Elizabeth A. AMELUNG et al., Defendants, Appellees.
No. 72-1240.
United States Court of Appeals,
First Circuit.
Submitted Dec. 21, 1972.
Decided Jan. 11, 1973.
Hiller B. Zobel, Lexington, Mass., and Brown, Rudnick, Freed & Gesmer, Boston, Mass., for appellees, Matthew Brown and Kenneth A. Korb on motion for summary disposition and memorandum in support thereof.
David E. Kamins, Hartford, Conn., for appellant on memorandum in opposition to motion for summary disposition.
Before COFFIN, Chief Judge, ALDRICH and McENTEE, Circuit Judges.
PER CURIAM.
A suit by a Massachusetts corporation, involving Massachusetts real estate, was brought against one of the present defendants in 1968 and was dismissed with prejudice on January 12, 1972. On January 25, 1972, four hours before the instant suit was filed in the district court, a Connecticut corporation, the present plaintiff, was formed, the major or sole stockholder being the same person who was the sole stockholder of the Massachusetts corporation. The complaint alleges that plaintiff purchased all the assets of the Massachusetts corporation, but a hearing before the district court disclosed no other assets, payroll, or activities. The complaint also alleges that the Massachusetts corporation is being dissolved. On these facts, the court concluded that the assignment of the cause of action to the plaintiff was an improper assignment to manufacture federal diversity jurisdiction in violation of 28 U.S.C. Sec. 1359. Appellees now move for summary disposition.
Our reading of the proceedings in this case convinces us that the district court's conclusion is supported by both the evidence and the law. Cf. Kramer v. Caribbean Mills, Inc., 394 U.S. 823, 89 S. Ct. 1487, 23 L. Ed. 2d 9 (1969).
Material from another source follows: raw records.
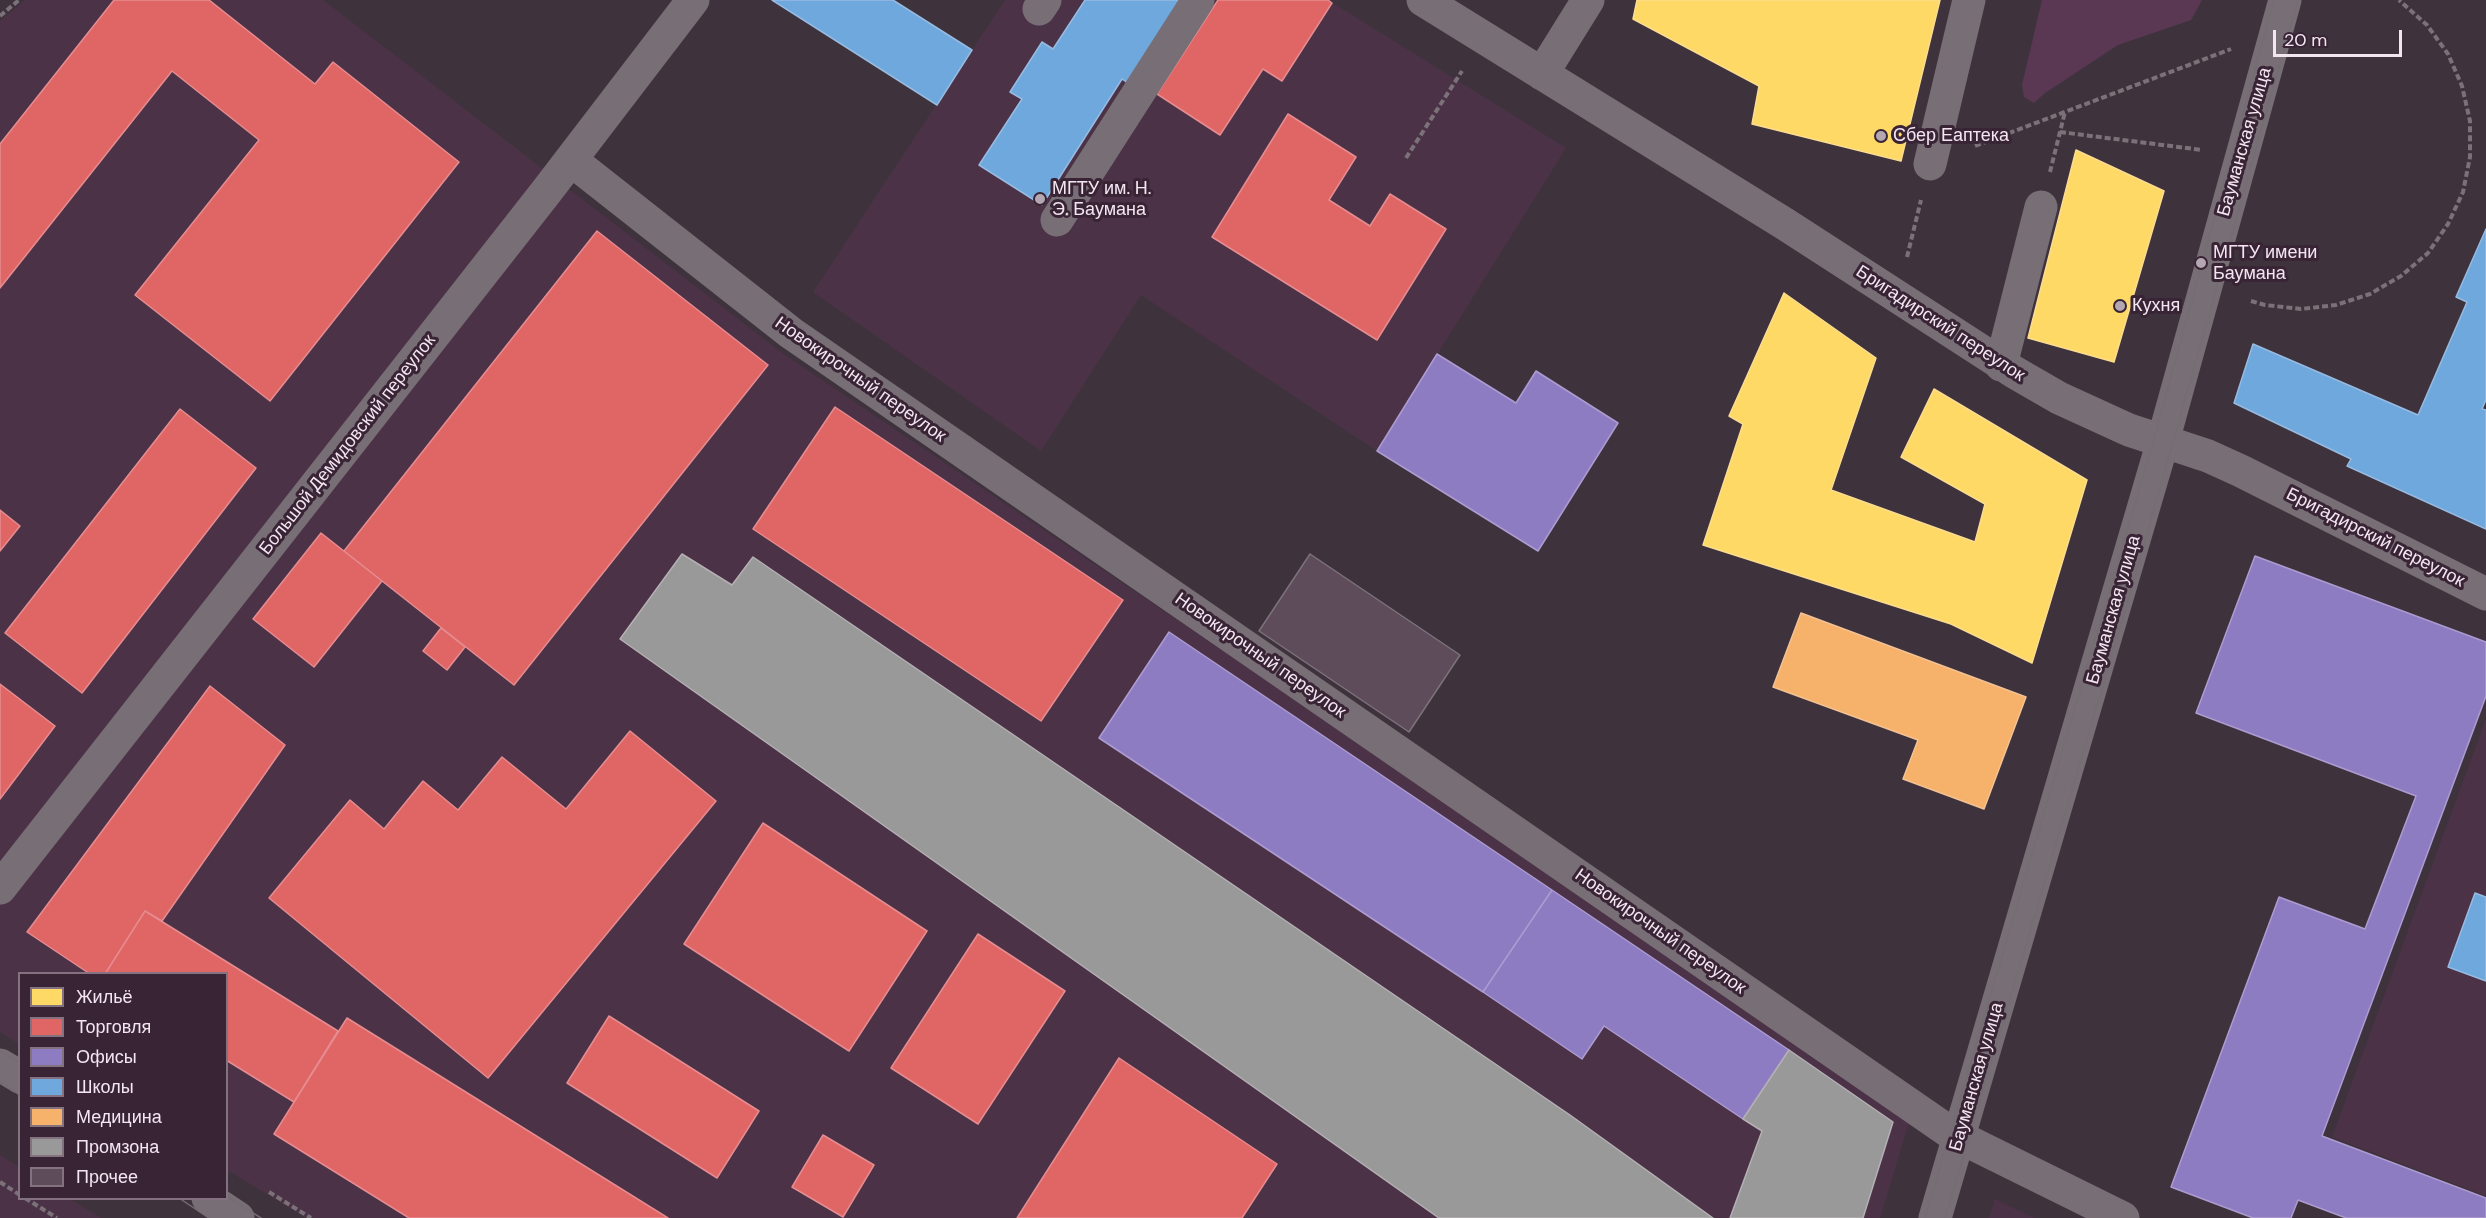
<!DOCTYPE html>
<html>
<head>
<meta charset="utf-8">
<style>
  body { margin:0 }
  #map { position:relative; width:2486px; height:1218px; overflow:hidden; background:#3e333c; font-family:"DM Sans",sans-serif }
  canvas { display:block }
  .legend { position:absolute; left:18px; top:972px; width:210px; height:228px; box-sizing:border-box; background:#392435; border:2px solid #847280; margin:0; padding:8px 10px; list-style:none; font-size:18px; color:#f4e6f1 }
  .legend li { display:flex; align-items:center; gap:12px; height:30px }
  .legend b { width:30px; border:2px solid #847280 }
  .scale { position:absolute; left:2273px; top:30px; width:129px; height:27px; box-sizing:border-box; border:3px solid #f4e6f1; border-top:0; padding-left:8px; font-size:18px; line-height:21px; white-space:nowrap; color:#f4e6f1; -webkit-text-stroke:4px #392435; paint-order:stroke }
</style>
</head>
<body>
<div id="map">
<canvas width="2486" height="1218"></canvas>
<ul class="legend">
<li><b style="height:16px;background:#ffd966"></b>Жильё</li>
<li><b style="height:16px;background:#e06666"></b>Торговля</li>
<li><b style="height:16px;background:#8e7cc3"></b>Офисы</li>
<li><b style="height:16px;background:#6fa8dc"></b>Школы</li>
<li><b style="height:16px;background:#f6b26b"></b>Медицина</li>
<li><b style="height:16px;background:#999"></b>Промзона</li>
<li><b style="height:16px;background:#5e4c5b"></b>Прочее</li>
</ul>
<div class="scale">20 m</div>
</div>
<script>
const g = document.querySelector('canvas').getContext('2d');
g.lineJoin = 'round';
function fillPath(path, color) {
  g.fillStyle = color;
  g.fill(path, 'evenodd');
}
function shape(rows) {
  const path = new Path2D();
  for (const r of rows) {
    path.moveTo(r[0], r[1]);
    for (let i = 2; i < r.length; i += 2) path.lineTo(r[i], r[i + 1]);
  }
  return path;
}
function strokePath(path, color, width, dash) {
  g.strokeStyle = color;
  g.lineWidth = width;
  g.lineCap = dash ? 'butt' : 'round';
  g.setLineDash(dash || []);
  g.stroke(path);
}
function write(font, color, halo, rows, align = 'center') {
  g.font = font + ' "DM Sans",sans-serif';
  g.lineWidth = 6;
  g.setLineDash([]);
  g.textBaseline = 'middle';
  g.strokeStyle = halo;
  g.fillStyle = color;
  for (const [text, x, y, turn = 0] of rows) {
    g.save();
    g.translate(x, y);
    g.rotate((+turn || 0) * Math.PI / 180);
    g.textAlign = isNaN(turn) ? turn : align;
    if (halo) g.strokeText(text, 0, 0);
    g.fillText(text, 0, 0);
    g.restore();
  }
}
const built = shape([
  [25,0,323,0,785,355,1911,1116,1880,1218,306,1218,227,1170,226,974,20,974,19,1044,0,1032,0,21],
  [1005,0,1328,0,1566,148,1377,451,1141,295,1041,451,813,292],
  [2486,719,2486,1196,2332,1137],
  [0,1155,19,1167,20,1198,70,1199,101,1218,0,1218],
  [1995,1199,2034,1218,1989,1218]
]);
const green = shape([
  [2042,0,2202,0,2191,20,2118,45,2045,93,2034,103,2024,97,2022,85]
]);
const homes = shape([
  [1637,0,1940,0,1901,161,1752,124,1759,86,1633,19,1637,0],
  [2076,150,2164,191,2114,362,2028,338,2076,150],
  [1784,293,1876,358,1831,490,1975,542,1985,504,1901,457,1934,389,2087,480,2032,663,1951,624,1703,545,1743,424,1729,416,1784,293]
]);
const shops = shape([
  [114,0,209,0,315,84,333,62,459,162,270,401,135,295,259,140,172,71,0,288,0,144,114,0],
  [1218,0,1328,0,1332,3,1282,81,1263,69,1220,135,1157,94,1218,0],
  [1288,114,1356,157,1329,200,1370,226,1390,194,1446,229,1377,340,1212,237,1288,114],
  [597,231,768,365,514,685,344,551,597,231],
  [835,407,1123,600,1041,721,753,529,835,407],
  [180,409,256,468,82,693,5,633,180,409],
  [0,510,20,526,0,551,0,510],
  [321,533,382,581,314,667,253,619,321,533],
  [441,628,465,647,447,670,423,651,441,628],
  [0,684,55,726,0,799,0,684],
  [210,686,285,745,162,921,145,911,105,974,90,974,27,932,210,686],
  [630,731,716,801,488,1078,269,898,350,800,384,829,423,781,458,810,502,757,566,809,630,731],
  [763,823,927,931,849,1051,684,944,763,823],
  [145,911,338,1031,294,1102,226,1060,226,974,105,974,145,911],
  [978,934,1065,991,978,1124,891,1068,978,934],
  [609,1016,759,1111,717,1178,567,1083,609,1016],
  [347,1018,668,1218,409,1218,274,1134,347,1018],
  [1119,1058,1277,1164,1242,1218,1017,1218,1119,1058],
  [823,1135,874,1165,843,1217,792,1187,823,1135]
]);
const offices = shape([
  [1437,354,1516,403,1536,371,1618,423,1538,551,1377,451,1437,354],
  [2255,556,2486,642,2486,696,2322,1136,2486,1198,2486,1218,2346,1218,2298,1200,2291,1218,2253,1218,2171,1187,2279,897,2365,929,2416,796,2196,713,2255,556],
  [1169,632,1552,890,1483,992,1099,738,1169,632],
  [1552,890,1789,1050,1743,1119,1604,1026,1582,1059,1483,992,1552,890]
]);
const schools = shape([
  [772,0,893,0,972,50,937,105,772,0],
  [1085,0,1190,0,1135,88,1122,79,1042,205,979,165,1022,99,1010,92,1042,42,1053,49,1085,0],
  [2486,229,2486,400,2482,409,2486,410,2486,529,2347,466,2351,459,2234,403,2253,344,2418,415,2467,302,2456,297,2486,229],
  [2475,893,2486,897,2486,981,2448,967,2475,893]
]);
const health = shape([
  [1801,613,2026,697,1984,809,1903,779,1918,740,1773,687,1801,613]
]);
const industry = shape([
  [682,554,732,585,753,557,1570,1115,1713,1218,1439,1218,620,639,682,554],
  [1789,1050,1893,1122,1863,1218,1730,1218,1762,1131,1743,1119,1789,1050]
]);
const building = shape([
  [1310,554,1460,655,1409,732,1259,631,1310,554]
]);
const path = shape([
  [0,16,19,0],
  [2060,132,2202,150],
  [1975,146,2231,49],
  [1406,158,1462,71],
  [2050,172,2065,112],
  [1907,257,1921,200],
  [2251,301,2265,305,2301,309,2336,305,2370,294,2401,276,2428,253,2448,224,2463,192,2470,157,2470,121,2462,86,2448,54,2427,25,2399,0],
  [0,1182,20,1195],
  [269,1192,311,1218],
  [25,1198,57,1218]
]);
const minor = shape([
  [1423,0,1785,224,2014,372,2059,398,2129,430,2208,456,2241,471,2486,594],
  [1039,9,1045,0],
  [1542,74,1588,0],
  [571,160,791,333,1951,1133,2123,1218],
  [1930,164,1969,0],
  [1057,220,1198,0],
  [2001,365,2041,207],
  [0,888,546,192,693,0],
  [0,1065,20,1077],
  [208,1198,238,1218],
  [1935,1218,2163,441,2285,0]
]);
const tram = shape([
  [0,1051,20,1063],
  [0,1082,20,1095],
  [226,1196,261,1218],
  [179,1198,209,1218],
  [1925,1218,2154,439,2274,0],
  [1945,1218,2130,594,2298,0]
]);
const markers = [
  [1881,136,6,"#b4a7b2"],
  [1040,199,6,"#b4a7b2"],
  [2201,263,6,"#b4a7b2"],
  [2120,306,6,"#b4a7b2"]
];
const poiNames = [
  ["Сбер Еаптека",1893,136],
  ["МГТУ им. Н.",1052,189],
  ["Э. Баумана",1052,210],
  ["МГТУ имени",2213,253],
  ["Баумана",2213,274],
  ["Кухня",2132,306]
];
const streetNames = [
  ["Бауманская улица",2245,142,-74],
  ["Бригадирский переулок",1940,324,33],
  ["Новокирочный переулок",860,380,35],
  ["Большой Демидовский переулок",348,445,-52],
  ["Бригадирский переулок",2375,538,27],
  ["Бауманская улица",2114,610,-74],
  ["Новокирочный переулок",1260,656,35],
  ["Новокирочный переулок",1660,932,35],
  ["Бауманская улица",1977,1077,-74]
];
fillPath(built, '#4b3247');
fillPath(green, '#5a3854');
fillPath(homes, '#ffd966');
strokePath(homes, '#fcdd90', 1.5);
fillPath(shops, '#e06666');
strokePath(shops, '#e68c90', 1.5);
fillPath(offices, '#8e7cc3');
strokePath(offices, '#ad9cd1', 1.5);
fillPath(schools, '#6fa8dc');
strokePath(schools, '#97bbe2', 1.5);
fillPath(health, '#f6b26b');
strokePath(health, '#f5c293', 1.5);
fillPath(industry, '#999');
strokePath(industry, '#b4b0b3', 1.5);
fillPath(building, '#5e4c5b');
strokePath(building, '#7d727b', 1.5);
strokePath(path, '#7b7279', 4, [6, 3]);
strokePath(minor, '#786e76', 33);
strokePath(tram, '#756d74', 1.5);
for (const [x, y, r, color] of markers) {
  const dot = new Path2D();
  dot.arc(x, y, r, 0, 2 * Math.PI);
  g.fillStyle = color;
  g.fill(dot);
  strokePath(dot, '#392435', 2);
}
write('18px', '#f4e6f1', '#392435', poiNames, 'left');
write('18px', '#f4e6f1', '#392435', streetNames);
</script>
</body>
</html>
Appellant, in opposing the motion, seeks to avoid that conclusion by invoking Black and White Taxi Cab Co. v. Brown and Yellow Taxi Cab Co., 276 U.S. 518, 48 S. Ct. 404, 72 L. Ed. 681 (1928) for the rule that where a transfer of a claim or asset is real, and not feigned or merely colorable, Miller & Lux v. East Side Canal & Irrigation Co., 211 U.S. 293, 29 S. Ct. 111, 53 L. Ed. 189 (1908), courts will not inquire into motives and jurisdiction will lie. We do not read Black and White Taxi Cab, which has been roundly criticized, see Wright, Law of Federal Courts, 103, 222 (1970); ALI, Study of the Division of Jurisdiction between State and Federal Courts 159 (1969); O'Brien v. Avco Corp., 425 F.2d 1030, 1034 (2d Cir. 1969), as standing for such a broad proposition. Rather we think it stands for the proposition that when a corporation conducting an on-going business transfers all its assets and its business to another corporation, and the transferor is dissolved, diversity jurisdiction will exist, even though the shareholders of the two corporations are the same, and the purpose of the transfer is to obtain diversity of citizenship. Here admittedly the transfer is real, the transferor has been dissolved and the shareholder is the same. However, the claim which is the basis of this suit was the only asset transferred, and, as far as the record shows, the only asset of the new corporation, which apparently has no payroll and no other activities. To extend an already eroded case like Black and White, see Kramer, supra, to this situation would be to destroy the meaning of this salutary and long-standing statute.
The judgment is affirmed under our rule 12.